Pet Food Advice Scraper

This project is a web scraper that collects pet food information to create a database of pet food products.

Modules

Scraper: The scrapper module is responsible for collecting the data from the website. It uses the requests and beautifulsoup4 libraries to parse the HTML and extract the information.
app: The app module is responsible for the interface.

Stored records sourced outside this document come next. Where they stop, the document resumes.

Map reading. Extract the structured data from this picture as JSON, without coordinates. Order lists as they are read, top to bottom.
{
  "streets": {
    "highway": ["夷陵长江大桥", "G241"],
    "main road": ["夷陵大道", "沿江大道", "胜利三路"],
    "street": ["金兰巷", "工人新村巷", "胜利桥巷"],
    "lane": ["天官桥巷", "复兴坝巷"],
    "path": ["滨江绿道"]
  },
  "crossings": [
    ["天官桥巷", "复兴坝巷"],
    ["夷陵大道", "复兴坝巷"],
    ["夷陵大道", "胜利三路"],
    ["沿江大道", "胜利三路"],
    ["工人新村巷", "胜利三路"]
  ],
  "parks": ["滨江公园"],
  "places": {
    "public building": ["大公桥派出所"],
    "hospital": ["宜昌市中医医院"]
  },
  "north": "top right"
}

It uses the streamlit library to create a web interface to interact with the data.
utils: The utils module contains helper functions to be used across the project.

URL Collector: The scrapper collects the URLs of the products from the website's paginated list and saves them to a json file.
Product Fetch: The scrapper collects the information from the product's page and saves it to a csv file with the following columns:
- price
- name
- image
- url
- description
- brand
- rating
- rating_count
- rating_best
- categories
- heath_consideration
- animal_type
- animal_lifestage
- animal_size
- size_merged

This project uses Poetry for dependency management.

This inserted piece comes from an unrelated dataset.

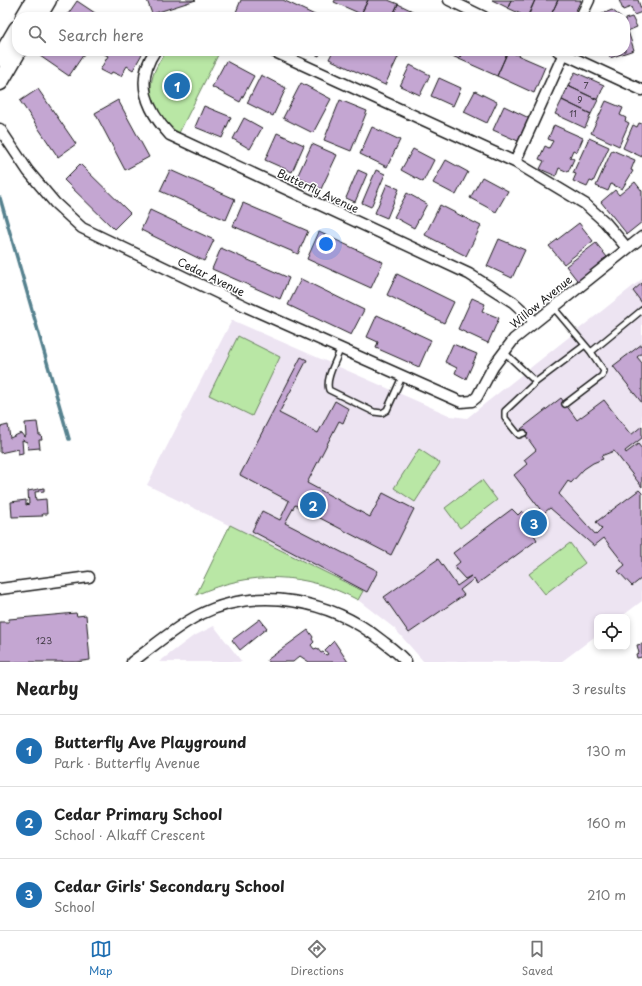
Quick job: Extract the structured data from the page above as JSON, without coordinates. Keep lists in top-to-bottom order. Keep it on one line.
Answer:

Once Poetry is installed, make sure to configure it to create virtual environments within the project's directory:

This is a recommended setting so it will be easier to delete the virtual environment if needed.

poetry config virtualenvs.in-project true

Install the dependencies using:

poetry install

This will install the dependencies and create a virtual environment for the project.

To activate the virtual environment, use:

poetry shell

To control and specific parts of the project, call the desired functions at main.py and use to run:

poetry run python main.py

This will run the main.py script within the project's virtual environment.

To activate the virtual environment, use:

poetry shell

To run the interface with streamlit, use:

streamlit run app.py